Ich musste grinsen. "Ich glaube, die Lehrer sehen das ein bisschen anders, meinst du nicht?"

"Verräter", schmollte Niall. "Immer sind alle gegen mich. Ihr seid so unfair, wisst ihr das eigentlich?"

Für eine Sekunde flackerte Louis' Blick hoch und ich konnte die Belustigung in seinen Augen funkeln sehen. Wie ein warmes Blubbern stieg ein Lachen in mir auf und ich konnte spüren, wie meine Mundwinkel anfingen zu zucken.

Louis grinste mich an und ich fing an zu kichern.

"Macht euch ruhig über mich lustig, ihr Blödis", schnaufe Niall empört und schob sich noch eine voll mit Nudeln beladene Gabel in den Mund. "Manchmal kann ich echt nicht glauben, dass ich mit euch befreundet bin."

"Weil wir die Einzigen sind, die es zulassen, dass du ihnen so auf die Nerven gehst", konterte Louis seelenruhig und begann erneut zu tippen. Was schrieb er da eigentlich die ganze Zeit? Einen Roman oder was?

Gespielt schockiert riss Niall die Augen auf und sah Liam hilfesuchend an. "Liam, Louis ist gemein zu mir. Mach was!"

Ein weiteres sehr tiefes Seufzen, dann schnippste Liam dem Wuschelkopf gegen die Nase.

"Liam!" Louis sah völlig schockiert aus. "Wofür war das denn jetzt?"

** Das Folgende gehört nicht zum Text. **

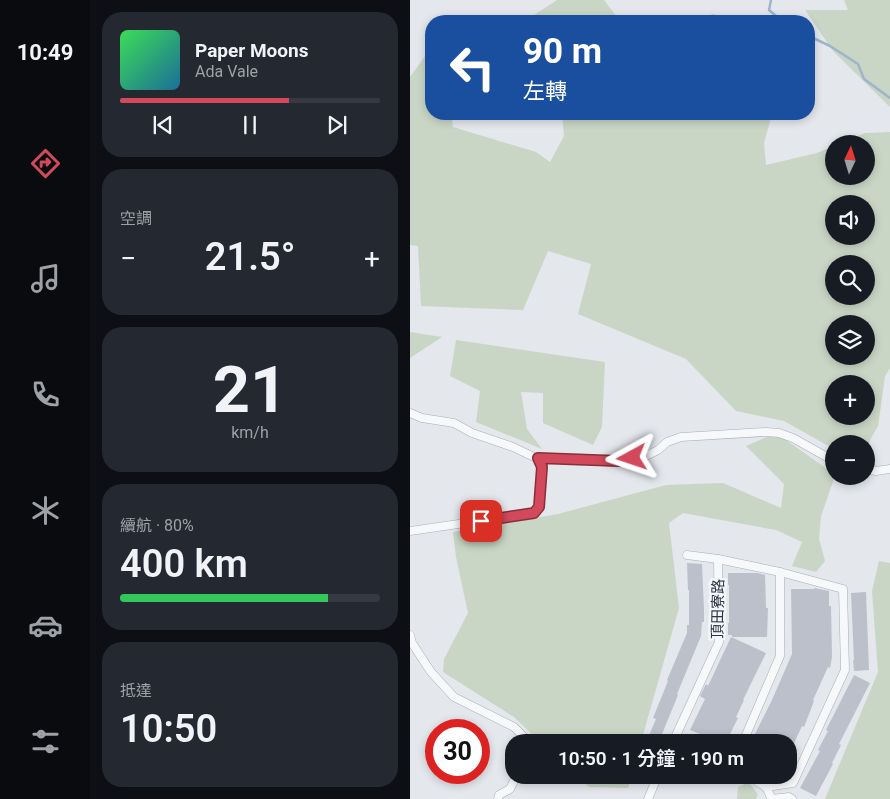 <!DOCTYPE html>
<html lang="zh-TW">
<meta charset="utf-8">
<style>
:root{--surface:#171b24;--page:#242831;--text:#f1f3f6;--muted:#9ea1a6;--line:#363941;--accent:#d1495b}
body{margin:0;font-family:Roboto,"Noto Sans TC",sans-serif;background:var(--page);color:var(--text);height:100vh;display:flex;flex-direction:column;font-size:19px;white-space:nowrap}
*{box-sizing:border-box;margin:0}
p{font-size:16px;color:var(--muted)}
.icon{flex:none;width:28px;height:28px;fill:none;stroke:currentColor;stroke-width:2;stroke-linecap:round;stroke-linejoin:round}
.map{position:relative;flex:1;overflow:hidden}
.panel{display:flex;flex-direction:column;gap:12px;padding:12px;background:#0d0f14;width:320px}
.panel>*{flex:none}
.top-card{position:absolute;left:15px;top:15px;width:390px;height:105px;border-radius:20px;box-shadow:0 2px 8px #0003;background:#1a4fa0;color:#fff;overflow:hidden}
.needle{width:32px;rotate:4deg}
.controls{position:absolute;left:415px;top:135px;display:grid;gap:10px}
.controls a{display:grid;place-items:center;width:50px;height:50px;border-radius:50%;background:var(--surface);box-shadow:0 2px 8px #0003;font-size:25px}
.speed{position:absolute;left:15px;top:719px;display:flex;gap:10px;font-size:25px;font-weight:700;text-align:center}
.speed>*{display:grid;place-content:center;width:65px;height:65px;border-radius:50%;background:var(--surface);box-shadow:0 2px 8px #0003;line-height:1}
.speed .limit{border:8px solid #d22;background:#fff;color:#111}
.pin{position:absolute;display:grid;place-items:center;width:42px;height:42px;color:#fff;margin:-21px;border-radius:10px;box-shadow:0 2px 8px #0006}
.me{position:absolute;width:55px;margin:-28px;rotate:265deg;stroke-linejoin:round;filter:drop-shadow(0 0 4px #0008)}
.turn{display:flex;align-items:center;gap:18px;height:105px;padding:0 15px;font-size:22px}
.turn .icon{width:65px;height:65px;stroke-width:2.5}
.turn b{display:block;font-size:35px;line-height:42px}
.big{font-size:38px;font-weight:600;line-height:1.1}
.panel .card{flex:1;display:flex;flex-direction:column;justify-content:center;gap:8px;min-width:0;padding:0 18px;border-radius:20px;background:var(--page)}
.panel .dial{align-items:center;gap:0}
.dial b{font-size:65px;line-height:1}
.song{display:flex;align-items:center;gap:15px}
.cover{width:60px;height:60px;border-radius:8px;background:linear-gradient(135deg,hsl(130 70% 55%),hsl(200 70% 35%))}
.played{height:5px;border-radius:2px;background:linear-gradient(90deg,var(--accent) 65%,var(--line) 65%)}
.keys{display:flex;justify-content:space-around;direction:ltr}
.heat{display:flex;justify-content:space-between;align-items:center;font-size:28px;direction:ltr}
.charge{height:8px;border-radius:4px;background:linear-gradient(90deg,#34c759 80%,var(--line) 0)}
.trip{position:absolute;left:95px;top:734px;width:292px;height:50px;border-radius:20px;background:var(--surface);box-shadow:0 2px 8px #0003;font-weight:600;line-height:50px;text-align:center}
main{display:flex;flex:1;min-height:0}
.tab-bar{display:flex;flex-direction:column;width:90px;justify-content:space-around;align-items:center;background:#090b0e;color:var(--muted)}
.tab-bar .icon{width:35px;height:35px}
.tab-bar .on{color:var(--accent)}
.tab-bar b{font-size:22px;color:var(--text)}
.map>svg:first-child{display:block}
</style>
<main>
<nav class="tab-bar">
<b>10:49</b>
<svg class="icon on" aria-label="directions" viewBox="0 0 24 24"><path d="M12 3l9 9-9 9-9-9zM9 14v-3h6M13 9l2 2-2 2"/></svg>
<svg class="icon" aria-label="music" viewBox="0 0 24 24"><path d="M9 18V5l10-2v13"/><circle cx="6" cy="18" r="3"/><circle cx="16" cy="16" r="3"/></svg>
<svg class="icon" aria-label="phone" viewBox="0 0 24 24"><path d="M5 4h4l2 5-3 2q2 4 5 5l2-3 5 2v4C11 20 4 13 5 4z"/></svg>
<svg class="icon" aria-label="climate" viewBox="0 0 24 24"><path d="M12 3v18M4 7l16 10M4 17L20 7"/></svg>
<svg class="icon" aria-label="car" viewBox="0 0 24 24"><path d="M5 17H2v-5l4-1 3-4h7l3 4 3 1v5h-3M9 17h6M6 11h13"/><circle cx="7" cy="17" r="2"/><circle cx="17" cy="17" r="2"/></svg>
<svg class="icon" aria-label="filters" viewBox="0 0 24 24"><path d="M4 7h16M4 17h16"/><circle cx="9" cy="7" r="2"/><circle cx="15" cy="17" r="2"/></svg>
</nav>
<section class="panel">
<div class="card">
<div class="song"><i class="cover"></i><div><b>Paper Moons</b><p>Ada Vale</p></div></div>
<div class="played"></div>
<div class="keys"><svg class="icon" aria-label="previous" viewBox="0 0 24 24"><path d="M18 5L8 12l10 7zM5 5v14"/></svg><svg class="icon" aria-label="pause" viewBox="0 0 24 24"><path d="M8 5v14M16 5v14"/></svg><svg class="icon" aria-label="next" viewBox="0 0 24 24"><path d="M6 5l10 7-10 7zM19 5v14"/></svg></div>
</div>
<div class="card"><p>空調</p>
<div class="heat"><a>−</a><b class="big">21.5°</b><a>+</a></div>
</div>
<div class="card dial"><b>21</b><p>km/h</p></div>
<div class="card"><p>續航 · 80%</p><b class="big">400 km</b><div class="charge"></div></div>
<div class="card"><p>抵達</p><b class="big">10:50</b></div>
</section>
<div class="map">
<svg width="480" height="799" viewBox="0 0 480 799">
<rect width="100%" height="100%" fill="#e4e7ec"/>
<!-- green -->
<g fill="#c9d6c5" fill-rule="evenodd">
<path d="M147 0H194L206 16 263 21 304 14 314 21H122L124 15Z"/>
<path d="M434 0H480V107L423 51 395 10H438Z"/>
<path d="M15 56 21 59V114H41L43 127 126 152 140 162 154 136 152 114H362L354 143 356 165 407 153 424 146V176H456V144H429L455 133 480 132V368L475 376 468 426 456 447V444H424V449L374 421 326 411 276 359 168 314 181 264 138 251 113 310 11 306 8 246 0 245V77ZM424 204H456V236H424ZM424 264H456V296H424ZM424 324H456V356H424ZM424 384H456V416H424Z"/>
<path d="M0 332 32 337 0 358Z"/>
<path d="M46 340 195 362 192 427 183 445 133 423V393L111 392 117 429 132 449 66 422 70 391 40 376Z"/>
<path d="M366 433 424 474 425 476 411 516 409 539 415 561 406 572 382 566 392 542 366 530 273 513 259 523 269 608 231 742H130L104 717 33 672 34 659 58 613 46 557 43 532 148 514 256 485 313 483 371 508 374 484 336 446Z"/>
<path d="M469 561 480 563V799H415L468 672 462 591Z"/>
<path d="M165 775H222L218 788 179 787Z"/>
<path d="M339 782 348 795 346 799H327L328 787Z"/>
</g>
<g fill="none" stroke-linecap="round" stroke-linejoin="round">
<!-- stream -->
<g stroke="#9fb4cc" stroke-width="2.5">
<path d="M361 0 359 10 372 21"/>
<path d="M399 36 420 46 448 64 454 79 480 98"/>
</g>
</g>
<!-- building -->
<g fill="#bbc0ca">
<path d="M277 563 292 564 294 610V622H292L291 636 267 694 268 695 252 734 256 735 252 742H243L237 740 246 719 243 718 258 681 257 680 277 633V625H279V590H278Z"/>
<path d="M318 573H347L355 575 356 608H358L357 637H322V635H318V623H319V585H318Z"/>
<path d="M404 588 419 591V606H421L422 657 420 668 418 667 403 700 404 701 394 727 392 726 379 754V742H341L362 700 382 654 381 589H404Z"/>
<path d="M456 592 459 670 444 671 443 660H444L441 593Z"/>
<path d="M321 637 356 653 333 700H334L326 717 328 718 316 742H310L280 730 295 699 290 696 296 684 298 686Z"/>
<path d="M444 675 460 683 429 744 431 745 422 763 423 764 406 796 390 788 410 751 408 750 418 731 416 730Z"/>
</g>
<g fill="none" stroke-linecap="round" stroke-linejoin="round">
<!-- street casing -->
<g stroke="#a9aeb7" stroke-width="9">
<g id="street">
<path d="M0 413 12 418 44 423 62 433 103 447 128 459 132 467 129 507 124 513 0 531"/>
<path d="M128 459 209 461 236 456 248 450 257 442 271 437 356 432 369 433 383 438 424 461"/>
<path d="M456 469 466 471 480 469"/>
<path d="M277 555 308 559"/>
<path d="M0 635 2 643 21 672 44 697 104 727 117 740V742"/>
<path d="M263 742 309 642 308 559 370 572 433 589 435 670 383 783 356 787"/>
<path d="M333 742 370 656V572"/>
<path d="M337 775 356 787 362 799 379 797 382 799"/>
<path d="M88 799 89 795 100 789 107 775"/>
<path d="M238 799 248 775"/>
</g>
</g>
<!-- street -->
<use href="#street" stroke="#f7f8fa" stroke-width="8"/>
</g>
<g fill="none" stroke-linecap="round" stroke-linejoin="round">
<!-- route casing -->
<g stroke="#882f3b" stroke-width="12">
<path id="route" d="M71 521 124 513 129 507 132 467 128 458 209 461 222 458"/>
</g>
<!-- route -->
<use href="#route" stroke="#d1495b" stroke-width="9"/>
</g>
<g text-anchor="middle" stroke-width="5" stroke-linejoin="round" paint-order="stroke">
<!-- street labels -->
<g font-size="15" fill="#2b3445" stroke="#f4f6f9">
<text transform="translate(308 609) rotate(-89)" y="5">頂田寮路</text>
</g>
</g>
</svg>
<div class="controls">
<a><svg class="needle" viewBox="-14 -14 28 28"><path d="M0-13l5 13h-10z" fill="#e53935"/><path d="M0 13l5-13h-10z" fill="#9ea1a6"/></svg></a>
<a><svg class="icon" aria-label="sound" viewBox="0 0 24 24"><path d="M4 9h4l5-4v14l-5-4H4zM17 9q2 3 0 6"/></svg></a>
<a><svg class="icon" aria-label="search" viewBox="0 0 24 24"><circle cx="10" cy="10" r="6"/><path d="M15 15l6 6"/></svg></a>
<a><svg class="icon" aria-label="layers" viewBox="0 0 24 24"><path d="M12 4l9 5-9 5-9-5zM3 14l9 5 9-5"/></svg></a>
<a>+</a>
<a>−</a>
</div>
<div class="speed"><div class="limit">30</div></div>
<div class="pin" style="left:71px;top:521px;background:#d93025"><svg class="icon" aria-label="arrive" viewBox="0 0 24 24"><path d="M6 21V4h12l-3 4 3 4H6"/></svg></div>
<svg class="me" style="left:222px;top:458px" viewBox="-20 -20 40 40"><path d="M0-17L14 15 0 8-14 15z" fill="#d1495b" stroke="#fff" stroke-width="4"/></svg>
<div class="trip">10:50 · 1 分鐘 · 190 m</div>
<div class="top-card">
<div class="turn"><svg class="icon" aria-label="left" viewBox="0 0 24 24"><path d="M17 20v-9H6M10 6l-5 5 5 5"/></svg><div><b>90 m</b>左轉</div></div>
</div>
</div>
</main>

"Du weißt, dass du nicht immer so fies sein sollst. Nicht jeder hat so einen dicken Panzer aus Sarkasmus um sich herum." Die Enttäuschung in Liams Stimme machte sogar mir ein schlechtes Gewissen. "Und kannst du mal dein Handy weglegen? Ich hab dir nicht mein Ladekabel geliehen, nur um jetzt von dir ignoriert zu werden."

"Manchmal klingst du echt wie meine Mum", seufzte Louis, schob aber folgsam sein Smartphone zurück in seine Hosentasche.

"Na, na, junger Mann", Liam hob den Zeigefinger, "nicht so frech, ja?"

Niall prustete los und verteilte kleine Nudelstückchen auf dem Tisch.

"Das ist so widerlich, Niall", kicherte Louis und damit hatte er definitiv recht. Und trotzdem fühlte ich mich an diesem Tisch so wohl wie seit langem nicht mehr.